[PROBLEM STATEMENT] Scan the records for the line containing "Summarize the content"; extract it and all later lines, verbatim, through the end, and nothing before it.

--- INFORMATION SUPPLIED Enclosed Below ---

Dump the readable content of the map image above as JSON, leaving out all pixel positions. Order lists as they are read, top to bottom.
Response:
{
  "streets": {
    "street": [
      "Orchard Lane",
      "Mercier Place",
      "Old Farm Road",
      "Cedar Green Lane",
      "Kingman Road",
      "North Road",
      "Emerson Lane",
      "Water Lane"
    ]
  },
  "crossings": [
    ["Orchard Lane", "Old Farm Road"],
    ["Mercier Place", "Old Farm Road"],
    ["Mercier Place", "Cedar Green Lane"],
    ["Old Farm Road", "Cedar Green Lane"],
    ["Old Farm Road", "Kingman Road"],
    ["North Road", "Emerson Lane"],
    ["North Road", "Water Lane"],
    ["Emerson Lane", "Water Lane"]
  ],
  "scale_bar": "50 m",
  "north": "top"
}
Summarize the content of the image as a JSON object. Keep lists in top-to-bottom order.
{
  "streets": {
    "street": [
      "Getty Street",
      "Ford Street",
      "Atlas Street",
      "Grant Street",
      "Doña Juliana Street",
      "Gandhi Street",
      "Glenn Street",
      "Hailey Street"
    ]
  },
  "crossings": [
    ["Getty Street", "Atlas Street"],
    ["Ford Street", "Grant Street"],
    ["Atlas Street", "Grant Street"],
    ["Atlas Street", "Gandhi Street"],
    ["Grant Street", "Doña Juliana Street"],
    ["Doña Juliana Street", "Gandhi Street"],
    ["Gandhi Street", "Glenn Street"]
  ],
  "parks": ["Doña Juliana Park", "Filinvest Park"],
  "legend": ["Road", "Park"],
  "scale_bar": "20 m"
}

--- End of Enclosed INFORMATION SUPPLIED ---

[REPLY TO THE TASK]
Summarize the content of the image as a JSON object. Keep lists in top-to-bottom order.
{
  "streets": {
    "street": [
      "Getty Street",
      "Ford Street",
      "Atlas Street",
      "Grant Street",
      "Doña Juliana Street",
      "Gandhi Street",
      "Glenn Street",
      "Hailey Street"
    ]
  },
  "crossings": [
    ["Getty Street", "Atlas Street"],
    ["Ford Street", "Grant Street"],
    ["Atlas Street", "Grant Street"],
    ["Atlas Street", "Gandhi Street"],
    ["Grant Street", "Doña Juliana Street"],
    ["Doña Juliana Street", "Gandhi Street"],
    ["Gandhi Street", "Glenn Street"]
  ],
  "parks": ["Doña Juliana Park", "Filinvest Park"],
  "legend": ["Road", "Park"],
  "scale_bar": "20 m"
}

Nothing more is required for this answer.